What to expect there? Anything from a few dozen birds on a bad day to a few hundred on a good day and from a thousand onward (maybe up to ten or twenty thousands on autumn migration in late summer). So far, 33 species have been eBirded in Serbia. Let me add that the only ever ringed Critically Endangered (yet, possibly extinct) Slender-billed Curlew was ringed in northern Serbia (Carska bara Ramsar site) in the 1970s.

The best shorebird sites around Belgrade, west to east, are sugar plant ponds near Pecinci, Pecena Slatina pond in the Baranda Village, and the sugar plant ponds near Kovacica.

West: Sugar plant ponds near Pecinci
The “Donji Srem” Sugar Plant lies south of the village of Sibac (between Sibac and Pecinci), about 50 km west of the city.
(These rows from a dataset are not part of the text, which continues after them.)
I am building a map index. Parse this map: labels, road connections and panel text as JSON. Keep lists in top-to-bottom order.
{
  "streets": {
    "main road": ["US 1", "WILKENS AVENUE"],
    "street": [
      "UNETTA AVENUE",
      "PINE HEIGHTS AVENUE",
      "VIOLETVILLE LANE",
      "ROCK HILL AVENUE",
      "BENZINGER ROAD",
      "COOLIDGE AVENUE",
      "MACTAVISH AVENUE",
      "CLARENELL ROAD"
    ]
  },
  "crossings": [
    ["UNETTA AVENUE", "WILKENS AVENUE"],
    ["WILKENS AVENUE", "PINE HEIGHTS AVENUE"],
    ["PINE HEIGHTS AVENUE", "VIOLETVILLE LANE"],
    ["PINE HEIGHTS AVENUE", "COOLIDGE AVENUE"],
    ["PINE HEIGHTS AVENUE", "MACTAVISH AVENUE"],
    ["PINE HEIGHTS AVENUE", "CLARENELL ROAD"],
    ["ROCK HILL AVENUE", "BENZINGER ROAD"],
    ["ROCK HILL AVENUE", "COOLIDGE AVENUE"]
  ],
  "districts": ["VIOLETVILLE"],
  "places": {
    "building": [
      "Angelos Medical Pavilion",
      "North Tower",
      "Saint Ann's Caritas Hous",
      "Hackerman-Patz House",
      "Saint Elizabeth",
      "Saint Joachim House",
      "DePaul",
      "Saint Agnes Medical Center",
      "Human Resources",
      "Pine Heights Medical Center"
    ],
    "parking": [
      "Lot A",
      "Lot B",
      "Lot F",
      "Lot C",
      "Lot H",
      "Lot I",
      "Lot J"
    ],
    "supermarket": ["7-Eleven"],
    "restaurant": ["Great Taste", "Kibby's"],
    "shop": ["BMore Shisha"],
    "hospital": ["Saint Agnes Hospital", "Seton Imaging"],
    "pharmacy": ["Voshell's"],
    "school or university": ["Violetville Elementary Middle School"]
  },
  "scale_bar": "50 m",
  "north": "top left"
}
The sugar plant is operational and the ponds can be quite smelly. There are three large ponds and several smaller. The large western pond is too deep for shorebirds, so focus on the shallower eastern one.

An asphalt road passes by the eastern pond, the site of the breeding colony of Black-headed Gulls, in some years with a pair or two of Mediterranean Gulls among them. This spot is under-visited, with only 8 wader species eBirded so far – Hotspot 

North: Pecena Slatina pond by the Baranda Village
Pecena Slatina pond by the Baranda Village, about 40 km north from the city, lies east from the local road connecting Baranda to Sakule. Technically, it is a part of the Baranda fish farm, but being a complex of nowadays brackish oxbow lakes, they are not used for carp production and the access is not restricted. Still, local hunters shoot waterfowl here, so be extra careful from September to February, especially on weekends.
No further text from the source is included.